MOSCOW (Reuters) – Russian President Vladimir Putin gave a $ 1.5 billion loan in Belarus on Monday at a gesture of support for its leader Alexander Lukashenko, demanding his resignation for help from his patron after five weeks of mass resignation Flew away while doing.
The day after Minsk was taken to the streets of Minsk with more than 100,000 protesters chanting “URA the Rat”, Lukashenko was in urgent need of help to maintain his 26-year grip on power at Putin’s Black Sea resort Met.
Lukashenko said, “First of all, I want to thank you … Thank you in person and all the Russians, all of them, and I will not list them, who were involved in our support after this election.”
Putin gave some information about the new loan, which he said Prime Minister Mikhail Mishustin had agreed to during a recent visit to the Belarusian capital.
The Kremlin later said some of the new money would be used to refinance earlier loans. It also said that the two presidents had agreed to increase cooperation in trade and discussed the energy supply for Belarus during the nearly four-hour talks.
Kremlin spokesman Dmitry Peskov told reporters that Alexander Grigoryevich (Lukashenko) is the legitimate President of Belarus, when asked if the Belarusian leader had not lost his legitimacy as a result of the protest.
Putin said that defense cooperation will continue. Hours earlier, Russian news agencies reported that Moscow was sending paratroopers for joint exercises.
The Russian leader also backed the plans, with Lukashenko already declaring for constitutional reform, which the opposition dismissed as a stunt to retain power following a disputed August 9 presidential election.
“We want Belarusians to resolve this situation calmly and through dialogue without pressure and pressure from outside,” Putin said.
It was an inconvenient encounter for the 66-year-old Lukashenko, who shortly before the election shot and killed 32 Russian civilians in Moscow, who sent mercenaries to Belarus to destabilize the country.
Lukashenko said he was “very grateful” for Moscow’s support, adding that he had learned “very serious lessons” from recent events. At one time, TV footage showed him wiping sweat from his handkerchief with his eyebrow.
“You will get your salary for our boxes”
Since the election, which Lukashenko denies rigging to defeat opposition candidate Siwatlana Tsikansukaya, thousands have been arrested and almost all opposition leaders have been jailed, deported or deported. Police said they detained 774 people on Sunday.

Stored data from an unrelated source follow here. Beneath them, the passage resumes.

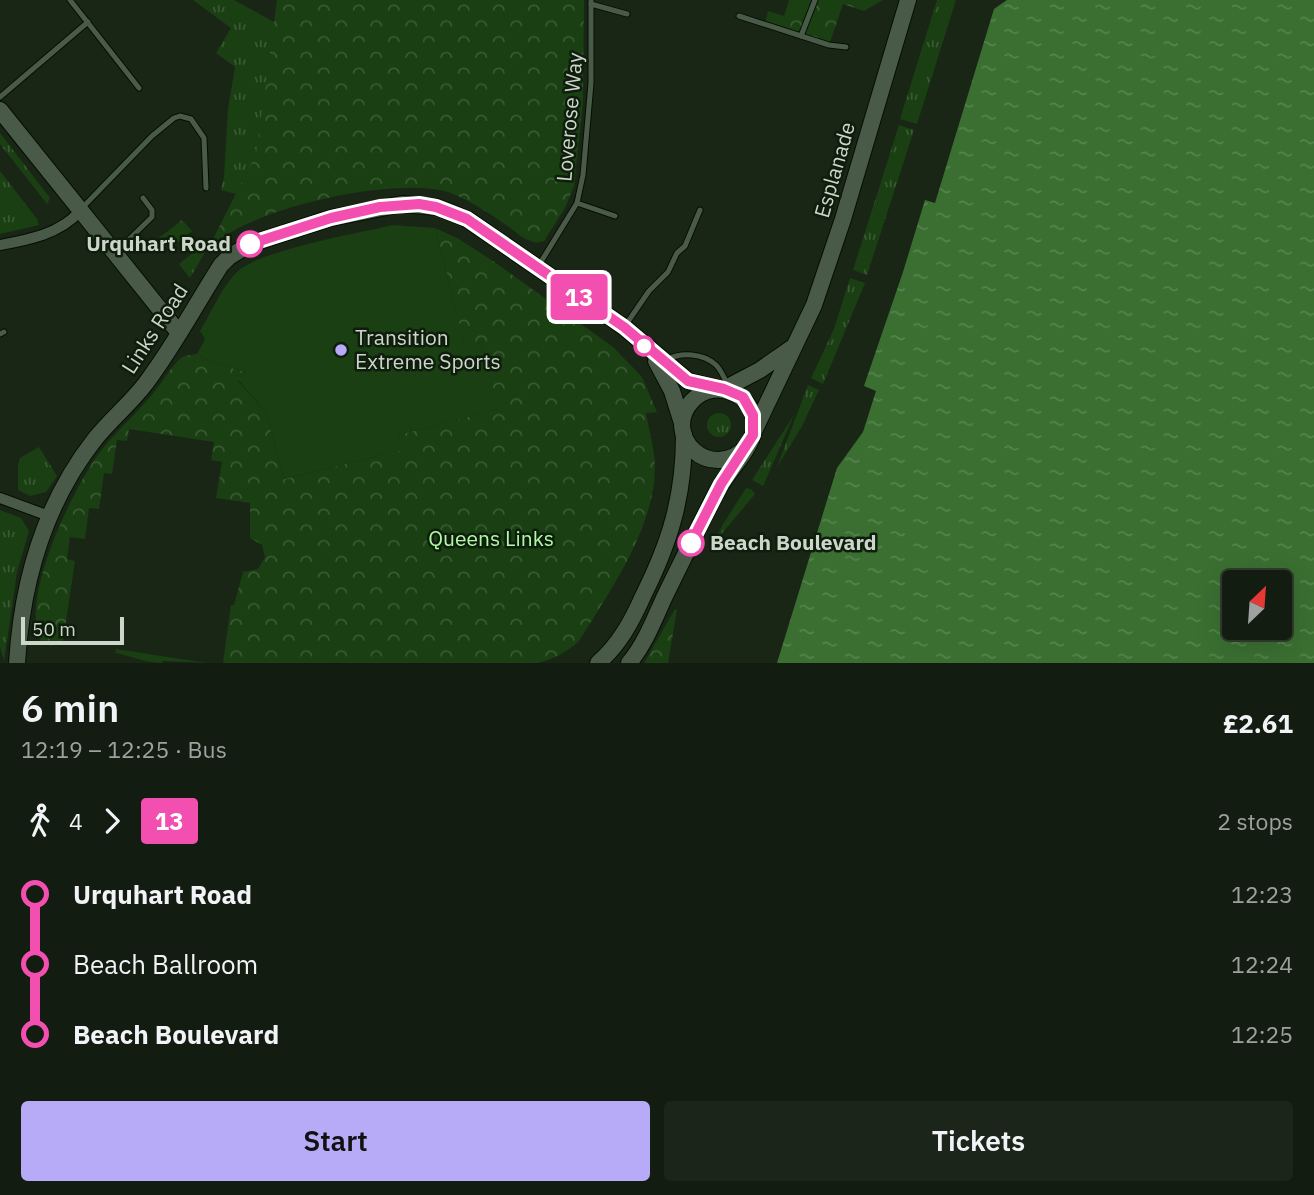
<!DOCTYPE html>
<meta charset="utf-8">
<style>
:root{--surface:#131c10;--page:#1c2519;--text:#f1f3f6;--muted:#9da19f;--line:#323a30;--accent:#b7abf8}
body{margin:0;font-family:"IBM Plex Sans",sans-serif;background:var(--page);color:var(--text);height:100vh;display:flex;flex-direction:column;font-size:26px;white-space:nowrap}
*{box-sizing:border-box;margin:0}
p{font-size:23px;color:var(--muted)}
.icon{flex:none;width:38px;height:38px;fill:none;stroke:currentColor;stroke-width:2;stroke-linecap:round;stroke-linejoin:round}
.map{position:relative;height:663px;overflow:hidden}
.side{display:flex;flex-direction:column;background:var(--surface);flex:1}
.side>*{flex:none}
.badge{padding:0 14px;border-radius:5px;font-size:24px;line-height:46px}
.needle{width:46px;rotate:25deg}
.buttons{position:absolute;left:1222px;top:570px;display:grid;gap:14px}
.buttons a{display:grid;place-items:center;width:70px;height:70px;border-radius:7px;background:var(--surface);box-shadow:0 7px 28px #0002,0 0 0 2px var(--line);font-size:35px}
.scale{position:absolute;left:21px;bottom:18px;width:103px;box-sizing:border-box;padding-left:7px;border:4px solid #cdd6cb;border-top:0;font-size:19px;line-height:24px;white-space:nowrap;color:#cdd6cb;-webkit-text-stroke:5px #0f1d0d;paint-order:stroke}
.map>.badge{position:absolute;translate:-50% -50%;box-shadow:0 0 0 4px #fff}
.legs{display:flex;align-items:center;gap:10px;height:77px;padding:0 21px;font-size:23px}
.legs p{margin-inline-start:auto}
.head{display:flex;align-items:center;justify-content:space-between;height:119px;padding:0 21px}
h1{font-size:38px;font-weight:600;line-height:52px}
.action{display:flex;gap:14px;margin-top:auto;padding:14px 21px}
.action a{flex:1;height:80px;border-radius:7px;background:var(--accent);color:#111;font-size:28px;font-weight:600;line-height:80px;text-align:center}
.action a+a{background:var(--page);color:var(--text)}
ul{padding:0 21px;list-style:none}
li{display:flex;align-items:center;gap:24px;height:70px;font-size:26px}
li i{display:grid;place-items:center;width:10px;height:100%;margin:0 9px;background:currentColor}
li i::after{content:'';width:18px;height:18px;margin:-9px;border:5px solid;border-radius:50%;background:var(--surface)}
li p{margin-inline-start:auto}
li:first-child i{background:linear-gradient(#0000 50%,currentColor 0)}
li:last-child i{background:linear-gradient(currentColor 50%,#0000 0)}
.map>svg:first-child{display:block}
.grass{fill:url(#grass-tufts)}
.forest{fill:url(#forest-crowns)}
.garden{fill:#193f12}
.water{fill:url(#water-ripples);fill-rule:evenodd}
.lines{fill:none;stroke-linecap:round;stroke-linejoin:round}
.lane-casing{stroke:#040f03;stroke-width:7}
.street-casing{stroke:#040f03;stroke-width:12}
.secondary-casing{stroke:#040f03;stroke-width:18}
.lane{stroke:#4a5a48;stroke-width:5}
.street{stroke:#4a5a48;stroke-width:10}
.secondary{stroke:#4a5a48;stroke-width:16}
.line-1-casing{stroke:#fff;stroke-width:16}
.line-1{stroke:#f24fb0;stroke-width:10}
.stop-1-dot{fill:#fff;stroke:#f24fb0;stroke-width:3.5}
.poi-dot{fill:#b7abf8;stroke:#0f1d0d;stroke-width:2.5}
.labels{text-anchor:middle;stroke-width:5;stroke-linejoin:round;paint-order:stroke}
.street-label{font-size:21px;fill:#cdd6cb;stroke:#0f1d0d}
.stop-label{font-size:21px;font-weight:bold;fill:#cdd6cb;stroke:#0f1d0d;text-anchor:end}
.poi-label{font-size:21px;fill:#cdd6cb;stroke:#0f1d0d;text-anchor:start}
.park-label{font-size:21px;fill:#affaa2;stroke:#0f1d0d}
</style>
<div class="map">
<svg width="1314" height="663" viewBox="0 0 1314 663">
<defs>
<pattern id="grass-tufts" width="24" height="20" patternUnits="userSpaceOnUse" patternTransform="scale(1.75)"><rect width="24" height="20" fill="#193f12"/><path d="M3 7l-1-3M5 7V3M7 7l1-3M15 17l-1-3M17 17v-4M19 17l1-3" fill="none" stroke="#395a33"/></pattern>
<pattern id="forest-crowns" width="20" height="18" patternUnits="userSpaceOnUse" patternTransform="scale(1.75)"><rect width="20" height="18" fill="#193f12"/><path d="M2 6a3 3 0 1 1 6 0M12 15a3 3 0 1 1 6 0" fill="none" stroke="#395a33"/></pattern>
<pattern id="water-ripples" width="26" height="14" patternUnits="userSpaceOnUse" patternTransform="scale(1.75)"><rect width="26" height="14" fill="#3a6f31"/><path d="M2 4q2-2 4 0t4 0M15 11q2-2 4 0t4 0" fill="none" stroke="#55834e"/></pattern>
</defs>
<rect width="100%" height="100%" fill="#192616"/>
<g class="grass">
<polygon points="193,0 234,0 274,22 287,0 257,156 227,213 236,194 221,190 224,177 228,109 235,67 216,53 231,28"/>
<polygon points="937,0 956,0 917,124 900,119"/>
<polygon points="899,125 914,130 867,275 853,270"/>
<polygon points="0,133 50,198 47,204 0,144"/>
<polygon points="0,171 37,219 39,225 0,234"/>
<polygon points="182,220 192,231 169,250 159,238"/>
<polygon points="204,244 207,249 190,278 179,264"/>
<polygon points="850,278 865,283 823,384 811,378 834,329"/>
<polygon points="808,385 819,390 802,426 777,467"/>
<circle cx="719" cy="425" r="12"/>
<polygon points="794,415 763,486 752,480"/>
<polygon points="39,447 57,476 46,492 30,496 18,490 18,465 20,458"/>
<polygon points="746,488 751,489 755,494 714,543 722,526"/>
<polygon points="0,510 21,518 29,531 17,572 4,661 0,647"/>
</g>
<g class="forest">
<path d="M277 0H584L583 101 574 186 565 208 544 241C538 243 534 243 528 240 520 237 514 230 506 225 489 213 471 201 451 193 398 175 257 207 215 243L212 241 256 154Z"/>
<polygon points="789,0 883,0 864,11 843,4 829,45 765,24 768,11 784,16"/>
<path d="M435 228 457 238 493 261 613 347 642 377 657 412 646 413C649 431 655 450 655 467 655 527 610 591 579 641 567 652 554 659 538 663H223L231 605H234L243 572 258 569 265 557 262 545 250 538V503L216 498 222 462 211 460 214 442 129 429 127 441 117 440 112 474 104 473 99 509 89 508 85 539 70 537 67 559 75 561 63 641 51 646 41 641C19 599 72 492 97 456 113 434 133 417 151 396 160 386 171 366 181 358 185 355 192 355 197 354L215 363 245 372 237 380 266 412 284 479 401 450 398 435 498 409 481 343 465 347Z"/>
<polygon points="675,609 677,610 668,663 644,663"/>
</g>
<g class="garden">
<path d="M393 225 435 228 465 346 481 343 499 409 398 435 402 450 284 479 266 412 237 379 245 372 215 363 197 354 205 339 200 331C212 311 222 286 238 271 261 250 359 233 393 225Z"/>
<path d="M116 649 207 663 163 661 162 663C145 663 132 656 115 653Z"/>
</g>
<path class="water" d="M1007 0H1314V663H777L837 468 863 432 876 391 864 386 903 272 925 200 935 203 994 9ZM1234 583H1279V628H1234Z"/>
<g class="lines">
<g class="lane-casing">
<g id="lane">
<polyline points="70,0 139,88"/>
<polyline points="591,4 627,14"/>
<polyline points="739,16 829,45 846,47"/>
<polyline points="801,36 815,0"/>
<polyline points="0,97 88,22"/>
<polyline points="577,203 615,216"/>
<polyline points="82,208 152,136 174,118 180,116 191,119 204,138 206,188"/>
<polyline points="116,252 152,217 152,210 143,198"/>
<polyline points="539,265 577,203 583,175 591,83 591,0"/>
<polyline points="625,326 649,291 668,272 677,253 685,246 700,210"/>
<polyline points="0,334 4,332"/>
<path d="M666 360C681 352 703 353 716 365 721 370 725 379 728 386"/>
</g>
</g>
<g class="street-casing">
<g id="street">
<path d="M0 245C28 240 60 234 80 211"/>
<polyline points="0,498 49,516"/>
</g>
</g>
<g class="secondary-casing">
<g id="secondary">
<polyline points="0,110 179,333"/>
<polyline points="656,361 672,391 682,423"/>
<polyline points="724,389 760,370 793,347"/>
<polyline points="755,429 814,305 843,219 908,0"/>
<path d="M17 663C22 581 44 504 95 439 111 419 131 403 146 383 174 346 196 304 221 265L229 257 250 244 331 218 402 204 437 207 467 219 624 327 688 381 717 388"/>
<path d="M598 663C619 645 632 621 643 596 670 542 684 497 684 435"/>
<path d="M629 663C645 644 654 620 664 598 682 561 700 524 719 488 729 470 748 453 753 434 763 398 716 374 692 401 661 434 709 485 748 446"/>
</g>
</g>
<use href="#lane" class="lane"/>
<use href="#street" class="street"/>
<use href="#secondary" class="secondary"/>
</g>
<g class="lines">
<g class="line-1-casing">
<polyline id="line-1" points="250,244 331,218 380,207 419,204 436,207 467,219 624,327 688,381 724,389 743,397 753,415 753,435 721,484 691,543"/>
</g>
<use href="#line-1" class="line-1"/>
</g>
<g class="stop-1-dot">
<circle cx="250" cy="244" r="12"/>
<circle cx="644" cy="346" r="9"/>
<circle cx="691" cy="543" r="12"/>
</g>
<circle class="poi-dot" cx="341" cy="350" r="7"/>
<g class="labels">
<g class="street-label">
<text transform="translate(570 117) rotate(-85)" y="7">Loverose Way</text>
<text transform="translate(835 170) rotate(-74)" y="7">Esplanade</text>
<text transform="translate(155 329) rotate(-57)" y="7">Links Road</text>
</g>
<g class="stop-label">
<text x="231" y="251">Urquhart Road</text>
<text x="710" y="550" text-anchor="start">Beach Boulevard</text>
</g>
<g class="poi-label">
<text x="355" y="345">Transition<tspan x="355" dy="24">Extreme Sports</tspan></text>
</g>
<g class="park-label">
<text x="491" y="546">Queens Links</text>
</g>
</g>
</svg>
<div class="buttons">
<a><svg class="needle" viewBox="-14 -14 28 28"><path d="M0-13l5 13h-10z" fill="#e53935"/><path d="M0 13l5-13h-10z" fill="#9da19f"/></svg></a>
</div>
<div class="scale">50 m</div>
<b class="badge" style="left:579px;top:297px;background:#f24fb0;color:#fff">13</b>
</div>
<section class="side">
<div class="head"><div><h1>6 min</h1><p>12:19 – 12:25 · Bus</p></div><b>£2.61</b></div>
<div class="legs"><svg class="icon" aria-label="walk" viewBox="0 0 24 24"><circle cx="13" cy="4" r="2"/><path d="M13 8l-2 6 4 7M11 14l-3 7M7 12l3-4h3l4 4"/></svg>4<svg class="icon" aria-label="forward" viewBox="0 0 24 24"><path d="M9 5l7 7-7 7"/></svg><b class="badge" style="background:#f24fb0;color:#fff">13</b><p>2 stops</p></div>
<ul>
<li><i style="color:#f24fb0"></i><b>Urquhart Road</b><p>12:23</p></li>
<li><i style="color:#f24fb0"></i><span>Beach Ballroom</span><p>12:24</p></li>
<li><i style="color:#f24fb0"></i><b>Beach Boulevard</b><p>12:25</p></li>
</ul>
<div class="action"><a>Start</a><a>Tickets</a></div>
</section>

Reacting to the news of the Russian debt, Tsikanuskaya wrote on the social media platform Telegram: “Dear Russians! Your taxes will pay our beat. We are sure you would not like that.
“It may prolong Lukashenko’s death but it cannot prevent people’s victory,” he said.

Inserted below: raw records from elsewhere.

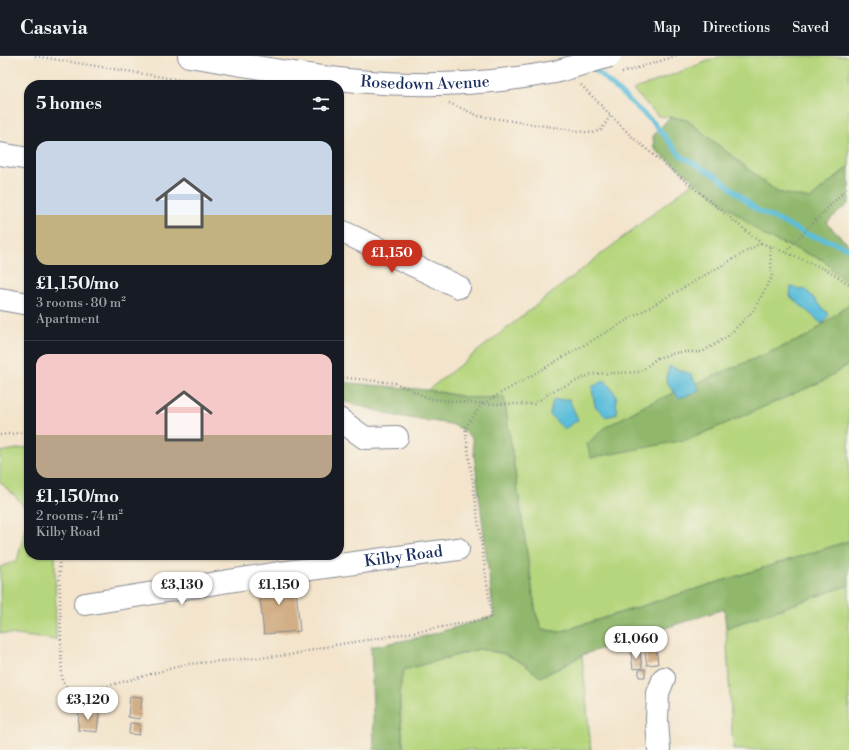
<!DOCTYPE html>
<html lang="en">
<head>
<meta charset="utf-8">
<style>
	:root { --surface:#171b24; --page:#242831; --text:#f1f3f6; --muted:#9ea1a6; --line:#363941; --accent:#c8321e }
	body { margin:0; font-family:"Libre Bodoni",serif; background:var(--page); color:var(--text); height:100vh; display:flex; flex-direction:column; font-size:15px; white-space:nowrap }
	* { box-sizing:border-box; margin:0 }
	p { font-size:13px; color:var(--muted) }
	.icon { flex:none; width:22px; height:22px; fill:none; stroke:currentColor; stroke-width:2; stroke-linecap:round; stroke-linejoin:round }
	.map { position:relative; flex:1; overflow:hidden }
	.drawer { position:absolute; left:24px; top:24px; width:320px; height:480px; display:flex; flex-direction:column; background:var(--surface); border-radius:16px; box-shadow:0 1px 3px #0004 }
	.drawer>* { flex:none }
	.price { position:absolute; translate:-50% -34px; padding:0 9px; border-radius:14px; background:#fff; color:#222; font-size:13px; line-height:26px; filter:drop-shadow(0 1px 2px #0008) }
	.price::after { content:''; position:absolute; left:50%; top:24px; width:12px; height:9px; margin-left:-6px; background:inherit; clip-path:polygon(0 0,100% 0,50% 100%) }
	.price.current { background:var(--accent); color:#fff }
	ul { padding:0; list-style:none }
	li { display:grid; align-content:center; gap:8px; height:212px; padding:0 12px }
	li+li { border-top:1px solid var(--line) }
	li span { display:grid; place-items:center; height:124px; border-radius:12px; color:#555 }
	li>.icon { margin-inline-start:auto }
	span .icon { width:72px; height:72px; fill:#fffc; stroke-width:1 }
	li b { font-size:17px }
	h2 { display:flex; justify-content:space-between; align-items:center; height:48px; padding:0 12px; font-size:17px }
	header { display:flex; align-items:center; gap:24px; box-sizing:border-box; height:56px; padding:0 20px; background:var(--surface); border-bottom:1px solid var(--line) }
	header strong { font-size:19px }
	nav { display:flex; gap:22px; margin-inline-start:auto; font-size:14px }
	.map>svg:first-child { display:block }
	.green { fill:#b6d67d; stroke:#68826e }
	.forest { fill:#90b76c; stroke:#567365 }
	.water { fill:#5cbeda; stroke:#3c769c }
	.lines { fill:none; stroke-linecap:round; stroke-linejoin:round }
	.stream { stroke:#5cbeda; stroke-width:5 }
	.building { fill:#d1ae86 }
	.minor-casing { stroke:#878a94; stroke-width:24 }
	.path { stroke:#878a94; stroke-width:2.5; stroke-dasharray:1 3; stroke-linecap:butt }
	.minor { stroke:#fff; stroke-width:22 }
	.minor-bridge-casing { stroke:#878a94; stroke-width:24; stroke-linecap:butt }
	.minor-bridge { stroke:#fff; stroke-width:22 }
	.labels { text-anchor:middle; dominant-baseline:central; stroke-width:4; stroke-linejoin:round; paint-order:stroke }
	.street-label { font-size:16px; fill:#1b2f5e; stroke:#f7f3e8 }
</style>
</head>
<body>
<header>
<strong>Casavia</strong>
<nav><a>Map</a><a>Directions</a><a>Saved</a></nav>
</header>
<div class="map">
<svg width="849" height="694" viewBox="0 0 849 694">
	<rect width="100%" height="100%" fill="#f7f3e8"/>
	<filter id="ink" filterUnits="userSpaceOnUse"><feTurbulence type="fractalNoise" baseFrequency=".025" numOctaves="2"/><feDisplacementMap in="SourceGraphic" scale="8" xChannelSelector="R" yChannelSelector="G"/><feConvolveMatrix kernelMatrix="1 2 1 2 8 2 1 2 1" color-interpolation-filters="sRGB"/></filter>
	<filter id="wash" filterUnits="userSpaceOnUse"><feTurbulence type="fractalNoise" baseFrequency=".012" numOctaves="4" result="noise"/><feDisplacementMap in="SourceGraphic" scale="16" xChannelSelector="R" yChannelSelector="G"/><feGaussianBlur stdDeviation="0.9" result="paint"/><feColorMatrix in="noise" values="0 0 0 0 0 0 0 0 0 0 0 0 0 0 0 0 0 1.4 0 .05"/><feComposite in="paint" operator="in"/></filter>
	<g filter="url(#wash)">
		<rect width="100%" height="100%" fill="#f3e4cb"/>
		<!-- green -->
		<path class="green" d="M721,0h128v110l-39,33 -33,-7 -90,-72 -17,-3 -12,-1 -25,-26z
			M694,124l71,56 58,24 26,26v18l-41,32 -160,68 -42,23 -19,17 103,-5 133,-58 26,-17v177l-290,91 -17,-3 -6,-15 -32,-217 -33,1 -43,-8 263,-206z
			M29,391v108h26l1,85 -56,-7v-66l17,-6 12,-48 -13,-16 -16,-15v-30z
			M849,529v165h-116l-7,-122z
			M479,593l26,5 19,10 16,13 20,-9 22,-13 9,95h-187c-3,-26 -7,-54 -1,-80z"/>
		<!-- forest -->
		<path class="forest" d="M670,61l17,3 90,72 33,7 39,-33v37l-23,20 23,22v41l-26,-26 -58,-24 -111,-87 -1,-13z
			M849,248v60l-26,17 -133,58 -99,19 -4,-14 19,-17 42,-23 160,-68z
			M339,326l89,8 43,8 33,-1 32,217 6,15 17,3 290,-91v44l-123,43 -2,-19 -142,46 -22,13 -20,9 -16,-13 -19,-10 -26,-5 -75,21c-8,24 -3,55 0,80h-30l-3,-103 55,-11 68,-20 -22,-178 -12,-10 -9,-4 -55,-8 -57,-16z"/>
		<!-- water -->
		<path class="water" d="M791,231l15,3 23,25 -7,9 -32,-28z
			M669,310l22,8 9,17 -21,7 -13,-17z
			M605,324l11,15 1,19 -11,3 -11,-11 -3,-19z
			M569,343l9,21 -14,9 -14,-14 3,-15z"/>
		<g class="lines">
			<!-- stream -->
			<path class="stream" d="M592,11l62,56 27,33 37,21 39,33 52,25 21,6 19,8"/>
		</g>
		<g id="blocks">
			<!-- building -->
			<path class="building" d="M295,523l5,52 -36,3 -6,-52z
				M655,583l3,25 -11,1 -4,-24z
				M640,596l2,16 -9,1 -2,-16z
				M645,613v8h-6v-7z
				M130,640l12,1 -2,22 -12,-2z
				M79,655l20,2 -2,19 -19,-2z
				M130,667l10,1 -1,11 -10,-1z"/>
		</g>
	</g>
	<g filter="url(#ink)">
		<use href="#blocks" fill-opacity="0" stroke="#878a94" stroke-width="1"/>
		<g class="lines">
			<!-- minor casing -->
			<g class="minor-casing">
				<g id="minor">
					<path id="s1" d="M189,0c74,12 149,27 223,28 48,1 95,-3 143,-12"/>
					<path d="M0,98l29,5"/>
					<path d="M339,174l120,57"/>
					<path d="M0,243l29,5"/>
					<path d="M339,363l26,19 32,-1"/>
					<path id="s2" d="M85,548l188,-30 185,-25"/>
					<path d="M659,694l-2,-30 1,-27 6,-15"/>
				</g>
			</g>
			<!-- path -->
			<path class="path" d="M35,0l176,29
				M622,17l54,-17
				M581,29l52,53 128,105 24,9 44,19 20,13
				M449,47l30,13 113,17 9,-3 10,-15
				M785,196l64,-66
				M339,321l56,6 36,16 51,5 279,-161
				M0,379l29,-3
				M59,499l3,126 7,8 21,2 97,-27 103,-9 45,-10 51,-8 106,-19 -27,-190 17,-24h52l17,-12 41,-18 48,-2 17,-14 22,-6h23l25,-15 26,-26 19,-34 -2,-30"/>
			<!-- minor -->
			<use href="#minor" class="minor"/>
			<!-- minor-bridge casing -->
			<g class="minor-bridge-casing">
				<path id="minor-bridge" d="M555,16l55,-16"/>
			</g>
			<!-- minor-bridge -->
			<use href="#minor-bridge" class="minor-bridge"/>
		</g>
	</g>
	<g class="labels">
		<!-- street labels -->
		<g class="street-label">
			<text stroke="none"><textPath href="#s1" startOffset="238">Rosedown Avenue</textPath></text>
			<text stroke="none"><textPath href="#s2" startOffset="322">Kilby Road</textPath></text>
		</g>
	</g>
</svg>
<b class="price current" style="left:392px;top:218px">£1,150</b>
<b class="price" style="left:182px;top:550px">£3,130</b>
<b class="price" style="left:279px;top:550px">£1,150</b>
<b class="price" style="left:636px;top:604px">£1,060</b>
<b class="price" style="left:88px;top:665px">£3,120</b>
<section class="drawer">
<h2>5 homes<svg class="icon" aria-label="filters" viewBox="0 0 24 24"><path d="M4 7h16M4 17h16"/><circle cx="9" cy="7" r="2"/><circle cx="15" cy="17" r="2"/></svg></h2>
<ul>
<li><span style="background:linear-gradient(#c9d6e8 60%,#c2b280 0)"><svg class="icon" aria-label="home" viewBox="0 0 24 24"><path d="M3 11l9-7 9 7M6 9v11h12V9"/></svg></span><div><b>£1,150/mo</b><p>3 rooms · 80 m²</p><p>Apartment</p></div></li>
<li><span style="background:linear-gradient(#f6c9c9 65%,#b9a48a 0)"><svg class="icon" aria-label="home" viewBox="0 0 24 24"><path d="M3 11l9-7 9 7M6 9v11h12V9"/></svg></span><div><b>£1,150/mo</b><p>2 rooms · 74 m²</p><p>Kilby Road</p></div></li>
</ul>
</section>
</div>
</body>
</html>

The loan amount is over $ 1.4 billion that Belarus burned last month in gold and foreign exchange reserves to support its ruble currency
A Russian political analyst, Fyodor Lukyanov, said it was a significant boost for Lukashenko.
“At the moment, Minsk has no source of money other than Moscow … For him, it was his main goal – to refinance debt and a new loan. He clearly achieved this,” Lukyanov said.
“Seeing that they are giving him money and actively cooperating with him, (it shows) Moscow feels that he will remain in power, at least for now. The situation is slowly stabilizing. “
The West has acted cautiously, balancing sympathy with the pro-democracy movement for fear of inciting Russian intervention. In a phone call with Putin, French President Emmanuel Macron reiterated for a peaceful solution, respecting the will of the Belarusian people.
Lukashenko has been a substantial ally of Russia in the past, and has had a strange personal relationship with Putin. But the Kremlin has made it clear that it does not want to be involved in street protests, as it did in 2014 in Ukraine.
Putin said that last month he had set up a “reserve police force” at Lukashenko’s request, which could be deployed when needed. Russia has offered to restructure Belarusian debt and support its banks, and has sent journalists to operate Belarusian state TV, after which employees called them for publicity in protest.